- **Description of the task**
Locate the line that contains "M1299 2015 1492", then copy it and all later lines of the data below exactly, through the last one.

[Stored data entries]
#####
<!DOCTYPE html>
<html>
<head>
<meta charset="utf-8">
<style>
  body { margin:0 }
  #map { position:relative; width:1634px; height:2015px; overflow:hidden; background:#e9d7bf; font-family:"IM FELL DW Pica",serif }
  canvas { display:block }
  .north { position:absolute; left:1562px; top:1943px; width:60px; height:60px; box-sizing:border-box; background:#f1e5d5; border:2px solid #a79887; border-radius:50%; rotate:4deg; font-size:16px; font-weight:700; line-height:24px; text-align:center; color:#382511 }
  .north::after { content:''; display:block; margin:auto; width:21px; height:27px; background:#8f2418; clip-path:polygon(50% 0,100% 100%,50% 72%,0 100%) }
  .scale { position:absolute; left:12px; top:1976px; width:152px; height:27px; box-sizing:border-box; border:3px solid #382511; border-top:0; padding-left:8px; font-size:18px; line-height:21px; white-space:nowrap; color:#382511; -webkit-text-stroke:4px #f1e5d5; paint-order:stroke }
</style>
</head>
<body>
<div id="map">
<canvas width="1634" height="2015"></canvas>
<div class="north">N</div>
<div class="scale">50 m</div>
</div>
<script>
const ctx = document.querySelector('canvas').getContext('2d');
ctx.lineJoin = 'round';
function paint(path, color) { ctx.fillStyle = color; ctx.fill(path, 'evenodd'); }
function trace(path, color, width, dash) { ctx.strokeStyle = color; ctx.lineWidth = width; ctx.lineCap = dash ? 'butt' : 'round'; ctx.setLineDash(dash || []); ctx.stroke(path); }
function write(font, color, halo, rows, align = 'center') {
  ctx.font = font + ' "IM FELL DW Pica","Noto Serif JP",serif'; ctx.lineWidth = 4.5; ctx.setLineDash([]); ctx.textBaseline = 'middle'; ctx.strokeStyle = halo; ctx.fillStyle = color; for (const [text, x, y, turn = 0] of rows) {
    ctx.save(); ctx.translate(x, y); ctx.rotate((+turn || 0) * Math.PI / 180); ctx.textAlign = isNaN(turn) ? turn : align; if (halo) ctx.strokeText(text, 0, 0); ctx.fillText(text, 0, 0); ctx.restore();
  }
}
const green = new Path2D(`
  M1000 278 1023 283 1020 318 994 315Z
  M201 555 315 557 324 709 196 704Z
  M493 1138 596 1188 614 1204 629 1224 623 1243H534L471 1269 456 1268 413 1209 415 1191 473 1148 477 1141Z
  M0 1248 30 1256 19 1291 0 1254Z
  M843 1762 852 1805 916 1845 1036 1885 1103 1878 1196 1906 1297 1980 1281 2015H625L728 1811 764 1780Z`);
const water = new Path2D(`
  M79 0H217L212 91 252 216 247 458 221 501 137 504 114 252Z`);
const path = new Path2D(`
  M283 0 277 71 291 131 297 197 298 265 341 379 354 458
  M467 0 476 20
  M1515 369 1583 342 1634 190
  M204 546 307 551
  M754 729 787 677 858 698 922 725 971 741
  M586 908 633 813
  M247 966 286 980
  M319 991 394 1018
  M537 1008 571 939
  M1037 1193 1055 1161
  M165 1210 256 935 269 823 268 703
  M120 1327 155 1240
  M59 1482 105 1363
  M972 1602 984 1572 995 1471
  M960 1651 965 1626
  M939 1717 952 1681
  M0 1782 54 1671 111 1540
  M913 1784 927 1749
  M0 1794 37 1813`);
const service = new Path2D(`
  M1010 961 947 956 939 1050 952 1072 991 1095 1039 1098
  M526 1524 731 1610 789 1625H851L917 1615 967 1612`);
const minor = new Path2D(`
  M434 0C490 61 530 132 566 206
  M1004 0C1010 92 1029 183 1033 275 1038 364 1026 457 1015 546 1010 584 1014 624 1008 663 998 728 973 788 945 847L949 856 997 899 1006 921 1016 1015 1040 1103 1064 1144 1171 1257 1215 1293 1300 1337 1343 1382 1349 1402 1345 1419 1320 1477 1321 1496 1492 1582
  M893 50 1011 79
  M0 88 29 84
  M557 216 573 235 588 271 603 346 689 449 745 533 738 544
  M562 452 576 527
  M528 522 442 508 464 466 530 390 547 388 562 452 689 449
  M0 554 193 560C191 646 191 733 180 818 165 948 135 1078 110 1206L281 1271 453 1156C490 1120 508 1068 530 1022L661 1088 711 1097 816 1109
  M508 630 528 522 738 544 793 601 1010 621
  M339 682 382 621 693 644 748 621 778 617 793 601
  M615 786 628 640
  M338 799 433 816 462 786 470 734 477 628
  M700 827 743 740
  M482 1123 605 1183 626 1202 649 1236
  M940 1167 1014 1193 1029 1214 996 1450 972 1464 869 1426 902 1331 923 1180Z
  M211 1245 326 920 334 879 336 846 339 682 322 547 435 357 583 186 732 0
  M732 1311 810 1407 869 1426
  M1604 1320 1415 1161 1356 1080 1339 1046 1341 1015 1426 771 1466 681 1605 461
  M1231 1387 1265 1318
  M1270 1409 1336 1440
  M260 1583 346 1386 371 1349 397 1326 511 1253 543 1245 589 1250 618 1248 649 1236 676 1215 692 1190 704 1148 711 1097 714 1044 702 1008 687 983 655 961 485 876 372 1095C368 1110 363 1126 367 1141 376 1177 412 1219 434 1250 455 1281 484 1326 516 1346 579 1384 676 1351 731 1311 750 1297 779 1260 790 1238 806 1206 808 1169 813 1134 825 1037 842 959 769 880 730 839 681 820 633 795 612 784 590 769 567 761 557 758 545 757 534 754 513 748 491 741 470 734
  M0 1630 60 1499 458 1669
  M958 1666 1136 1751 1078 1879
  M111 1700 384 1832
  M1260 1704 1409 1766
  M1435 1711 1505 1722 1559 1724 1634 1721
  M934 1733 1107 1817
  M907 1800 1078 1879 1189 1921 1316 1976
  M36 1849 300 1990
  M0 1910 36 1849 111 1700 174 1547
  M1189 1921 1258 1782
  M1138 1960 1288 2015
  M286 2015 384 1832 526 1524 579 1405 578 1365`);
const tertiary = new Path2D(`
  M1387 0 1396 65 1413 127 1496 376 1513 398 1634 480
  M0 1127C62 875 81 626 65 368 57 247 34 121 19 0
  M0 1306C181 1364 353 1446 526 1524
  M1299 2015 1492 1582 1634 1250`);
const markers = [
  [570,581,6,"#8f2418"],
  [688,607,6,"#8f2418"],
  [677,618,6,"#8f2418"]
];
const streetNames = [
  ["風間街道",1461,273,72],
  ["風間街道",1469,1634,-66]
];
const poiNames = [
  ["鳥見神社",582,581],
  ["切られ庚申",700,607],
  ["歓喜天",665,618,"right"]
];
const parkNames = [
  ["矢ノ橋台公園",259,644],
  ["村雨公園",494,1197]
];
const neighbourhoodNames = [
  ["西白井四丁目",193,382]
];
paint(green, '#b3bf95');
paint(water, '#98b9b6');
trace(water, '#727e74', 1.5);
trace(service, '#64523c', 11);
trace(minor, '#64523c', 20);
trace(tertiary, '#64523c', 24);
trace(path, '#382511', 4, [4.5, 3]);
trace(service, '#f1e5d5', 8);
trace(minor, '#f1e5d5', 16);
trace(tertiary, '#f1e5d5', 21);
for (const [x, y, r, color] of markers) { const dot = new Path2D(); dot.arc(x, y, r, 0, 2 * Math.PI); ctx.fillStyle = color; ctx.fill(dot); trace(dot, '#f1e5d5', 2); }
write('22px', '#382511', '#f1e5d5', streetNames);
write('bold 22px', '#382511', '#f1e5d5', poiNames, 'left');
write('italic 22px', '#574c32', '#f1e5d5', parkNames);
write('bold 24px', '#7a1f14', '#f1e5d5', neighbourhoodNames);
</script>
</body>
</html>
#####
- **Solution**
  M1299 2015 1492 1582 1634 1250`);
const markers = [
  [570,581,6,"#8f2418"],
  [688,607,6,"#8f2418"],
  [677,618,6,"#8f2418"]
];
const streetNames = [
  ["風間街道",1461,273,72],
  ["風間街道",1469,1634,-66]
];
const poiNames = [
  ["鳥見神社",582,581],
  ["切られ庚申",700,607],
  ["歓喜天",665,618,"right"]
];
const parkNames = [
  ["矢ノ橋台公園",259,644],
  ["村雨公園",494,1197]
];
const neighbourhoodNames = [
  ["西白井四丁目",193,382]
];
paint(green, '#b3bf95');
paint(water, '#98b9b6');
trace(water, '#727e74', 1.5);
trace(service, '#64523c', 11);
trace(minor, '#64523c', 20);
trace(tertiary, '#64523c', 24);
trace(path, '#382511', 4, [4.5, 3]);
trace(service, '#f1e5d5', 8);
trace(minor, '#f1e5d5', 16);
trace(tertiary, '#f1e5d5', 21);
for (const [x, y, r, color] of markers) { const dot = new Path2D(); dot.arc(x, y, r, 0, 2 * Math.PI); ctx.fillStyle = color; ctx.fill(dot); trace(dot, '#f1e5d5', 2); }
write('22px', '#382511', '#f1e5d5', streetNames);
write('bold 22px', '#382511', '#f1e5d5', poiNames, 'left');
write('italic 22px', '#574c32', '#f1e5d5', parkNames);
write('bold 24px', '#7a1f14', '#f1e5d5', neighbourhoodNames);
</script>
</body>
</html>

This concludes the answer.